**EXERCISE MATERIAL**
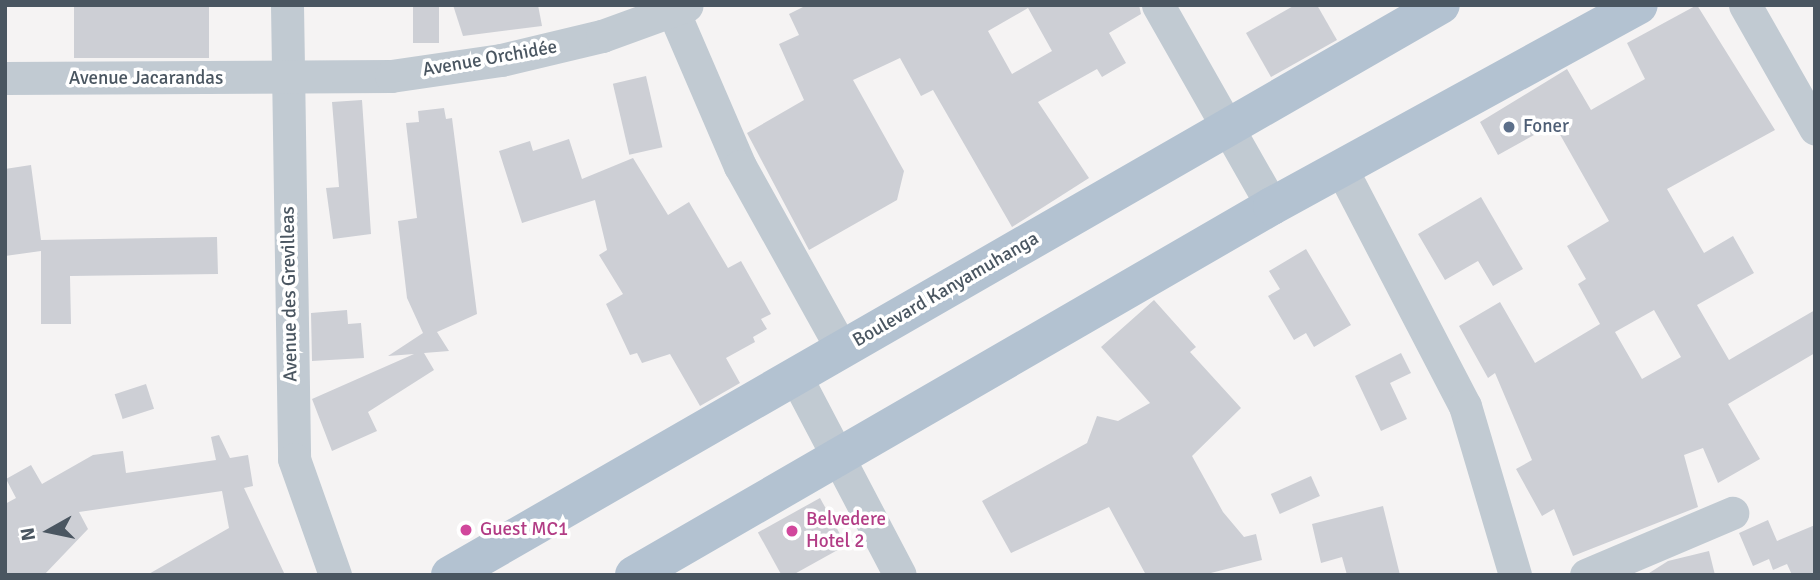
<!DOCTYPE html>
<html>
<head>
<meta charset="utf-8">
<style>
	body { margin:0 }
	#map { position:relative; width:1820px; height:580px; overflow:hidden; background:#f5f3f3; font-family:Signika,sans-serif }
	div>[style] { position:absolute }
	.building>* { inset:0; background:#cdcfd5; transform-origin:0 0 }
	.minor>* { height:33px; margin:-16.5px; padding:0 16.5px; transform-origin:16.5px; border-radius:16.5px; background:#c1cad2 }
	.primary>* { height:38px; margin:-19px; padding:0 19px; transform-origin:19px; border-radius:19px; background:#b3c2d1 }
	.dots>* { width:19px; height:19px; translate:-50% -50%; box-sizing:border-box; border:4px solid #fff; border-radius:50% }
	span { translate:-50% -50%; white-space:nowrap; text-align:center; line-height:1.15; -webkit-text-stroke:7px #fff; paint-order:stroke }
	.street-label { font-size:19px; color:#4a5661 }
	.service-label { font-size:19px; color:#4e5e75 }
	.left { translate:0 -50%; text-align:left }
	.hotel-label { font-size:19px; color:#b23c85 }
	.frame { position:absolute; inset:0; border:7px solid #4a5661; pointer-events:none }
	.north { position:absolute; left:14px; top:496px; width:70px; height:70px; -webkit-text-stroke:5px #fff; paint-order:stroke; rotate:261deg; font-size:19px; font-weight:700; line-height:28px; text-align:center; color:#4a5661 }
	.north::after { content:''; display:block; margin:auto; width:24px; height:32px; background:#4a5661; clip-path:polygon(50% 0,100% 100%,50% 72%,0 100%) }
</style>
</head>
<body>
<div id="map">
	<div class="building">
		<div style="left:74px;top:5px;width:135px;height:53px"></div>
		<div style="left:413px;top:5px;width:26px;height:38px"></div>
		<div style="clip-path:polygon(453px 5px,538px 5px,542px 26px,463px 36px)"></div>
		<div style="clip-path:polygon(evenodd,807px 5px,1139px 5px,1141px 14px,1109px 33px,1126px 63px,1102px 77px,1097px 69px,1038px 102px,1089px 178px,1012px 227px,933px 90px,921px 96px,900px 58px,853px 80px,904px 171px,897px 200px,809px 250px,747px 133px,804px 100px,779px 44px,799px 35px,789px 14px,807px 5px,1028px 8px,1052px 51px,1012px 74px,988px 31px,1028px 8px)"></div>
		<div style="clip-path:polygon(1295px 5px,1317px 5px,1337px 40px,1271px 77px,1246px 33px)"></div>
		<div style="clip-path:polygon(evenodd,1697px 5px,1775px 130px,1667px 189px,1704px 253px,1733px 236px,1754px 273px,1697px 305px,1729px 360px,1815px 310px,1815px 353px,1728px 404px,1760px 459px,1718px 483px,1703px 448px,1684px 455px,1698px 507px,1573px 556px,1554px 509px,1542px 516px,1516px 469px,1532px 460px,1495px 373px,1488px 378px,1459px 326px,1500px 302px,1535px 363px,1600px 324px,1578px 284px,1586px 279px,1567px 246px,1609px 221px,1554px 124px,1498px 155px,1480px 122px,1567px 69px,1591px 110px,1645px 79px,1627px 43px,1697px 5px,1654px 310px,1681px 357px,1642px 379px,1615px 332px,1654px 310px)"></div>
		<div style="left:646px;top:76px;width:73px;height:34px;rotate:77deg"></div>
		<div style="clip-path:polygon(362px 100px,371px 234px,333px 239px,326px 188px,339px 187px,332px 102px)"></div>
		<div style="clip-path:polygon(444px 108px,446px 119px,452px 118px,477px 314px,437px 332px,449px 351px,424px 353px,434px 370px,368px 412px,377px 431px,332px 451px,312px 399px,414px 354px,388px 356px,423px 333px,407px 298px,398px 221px,417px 218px,406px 123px,419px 122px,418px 111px)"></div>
		<div style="clip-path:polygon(569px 139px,582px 179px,633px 158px,668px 215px,689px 202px,728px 268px,741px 261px,771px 314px,761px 319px,767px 329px,753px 337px,755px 342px,726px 358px,740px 383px,700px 406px,670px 354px,642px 363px,637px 353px,630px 355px,606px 304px,623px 294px,599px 255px,607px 250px,595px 200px,522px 223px,499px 151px,530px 141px,533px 151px)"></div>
		<div style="clip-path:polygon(31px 165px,41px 240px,217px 237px,218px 274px,70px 276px,71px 324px,41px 324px,41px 251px,5px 256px,5px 169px)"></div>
		<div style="clip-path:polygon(1481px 197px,1523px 269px,1493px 286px,1478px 261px,1445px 280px,1418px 234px)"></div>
		<div style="clip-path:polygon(1306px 249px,1351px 325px,1314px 347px,1306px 333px,1294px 340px,1268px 296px,1280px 289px,1269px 271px)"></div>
		<div style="clip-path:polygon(1154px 300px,1196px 347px,1190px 352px,1241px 408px,1192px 456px,1223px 512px,1244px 537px,1256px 534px,1262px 560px,1203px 575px,1146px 575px,1109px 507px,1011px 553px,982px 501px,1087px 443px,1097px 416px,1118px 421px,1150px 403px,1101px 347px)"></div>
		<div style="clip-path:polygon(347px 310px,348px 324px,361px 323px,364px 358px,312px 361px,311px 313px)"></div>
		<div style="clip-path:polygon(1401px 353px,1411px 373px,1390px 383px,1407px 419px,1381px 431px,1355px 376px)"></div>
		<div style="left:146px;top:384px;width:26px;height:33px;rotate:72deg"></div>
		<div style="clip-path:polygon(219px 435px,230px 458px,248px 455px,253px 486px,244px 488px,285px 575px,147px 575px,229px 528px,222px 491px,79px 512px,88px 529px,44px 575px,5px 575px,5px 504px,16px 498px,6px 479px,31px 465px,42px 484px,93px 455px,123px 451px,126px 473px,216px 460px,211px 437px)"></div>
		<div style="left:1311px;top:476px;width:22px;height:44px;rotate:66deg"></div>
		<div style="left:820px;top:498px;width:54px;height:71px;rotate:61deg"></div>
		<div style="clip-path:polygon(1383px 506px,1400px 575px,1347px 575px,1342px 557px,1321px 563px,1312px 524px)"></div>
		<div style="clip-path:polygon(1768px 520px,1777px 541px,1815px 525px,1815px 575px,1792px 575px,1787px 564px,1773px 570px,1769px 559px,1753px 566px,1739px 533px)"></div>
		<div style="clip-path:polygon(1709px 551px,1715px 575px,1646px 575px,1668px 561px)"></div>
	</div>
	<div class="minor">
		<div style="left:287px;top:5px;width:454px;rotate:89.1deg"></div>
		<div style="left:294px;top:459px;width:123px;rotate:70.5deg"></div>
		<div style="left:1158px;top:5px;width:231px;rotate:60.4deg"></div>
		<div style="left:1745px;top:5px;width:142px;rotate:60.4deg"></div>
		<div style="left:674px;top:13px;width:167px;rotate:66.7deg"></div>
		<div style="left:740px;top:166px;width:210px;rotate:60.9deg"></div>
		<div style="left:5px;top:78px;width:386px;rotate:-0.3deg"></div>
		<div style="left:391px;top:76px;width:111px;rotate:-8.3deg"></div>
		<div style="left:501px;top:60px;width:104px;rotate:-13.4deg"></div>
		<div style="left:602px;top:36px;width:90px;rotate:-20deg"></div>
		<div style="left:1341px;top:168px;width:268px;rotate:62.5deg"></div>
		<div style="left:1465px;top:406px;width:176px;rotate:73.5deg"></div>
		<div style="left:797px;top:379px;width:221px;rotate:62.3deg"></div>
		<div style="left:1586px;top:575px;width:159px;rotate:-23deg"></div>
	</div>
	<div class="primary">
		<div style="left:450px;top:575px;width:1143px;rotate:-29.91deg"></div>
		<div style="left:634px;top:575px;width:737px;rotate:-30.04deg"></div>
		<div style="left:1272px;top:206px;width:418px;rotate:-28.7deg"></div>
	</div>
	<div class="dots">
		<div style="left:1509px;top:127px;background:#5c6f8a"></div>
		<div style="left:466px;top:530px;background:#d1479c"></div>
		<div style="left:792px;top:531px;background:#d1479c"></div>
	</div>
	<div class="street-label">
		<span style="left:490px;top:59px;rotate:-10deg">Avenue Orchidée</span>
		<span style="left:146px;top:79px">Avenue Jacarandas</span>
		<span style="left:946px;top:290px;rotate:-30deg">Boulevard Kanyamuhanga</span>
		<span style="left:290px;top:294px;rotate:-91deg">Avenue des Grevilleas</span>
	</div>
	<div class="service-label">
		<span class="left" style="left:1523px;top:127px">Foner</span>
	</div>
	<div class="hotel-label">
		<span class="left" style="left:806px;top:531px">Belvedere<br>Hotel 2</span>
		<span class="left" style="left:480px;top:530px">Guest MC1</span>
	</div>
	<div class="frame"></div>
	<div class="north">N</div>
</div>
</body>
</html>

**TASK TO CARRY OUT**
Exactly the lines from the start of the entries above through the line with "position:relative; width:1820px; height:580px;" should be reproduced, and nothing else; drop the pictures.

**EXERCISE OUTPUT**
<!DOCTYPE html>
<html>
<head>
<meta charset="utf-8">
<style>
	body { margin:0 }
	#map { position:relative; width:1820px; height:580px; overflow:hidden; background:#f5f3f3; font-family:Signika,sans-serif }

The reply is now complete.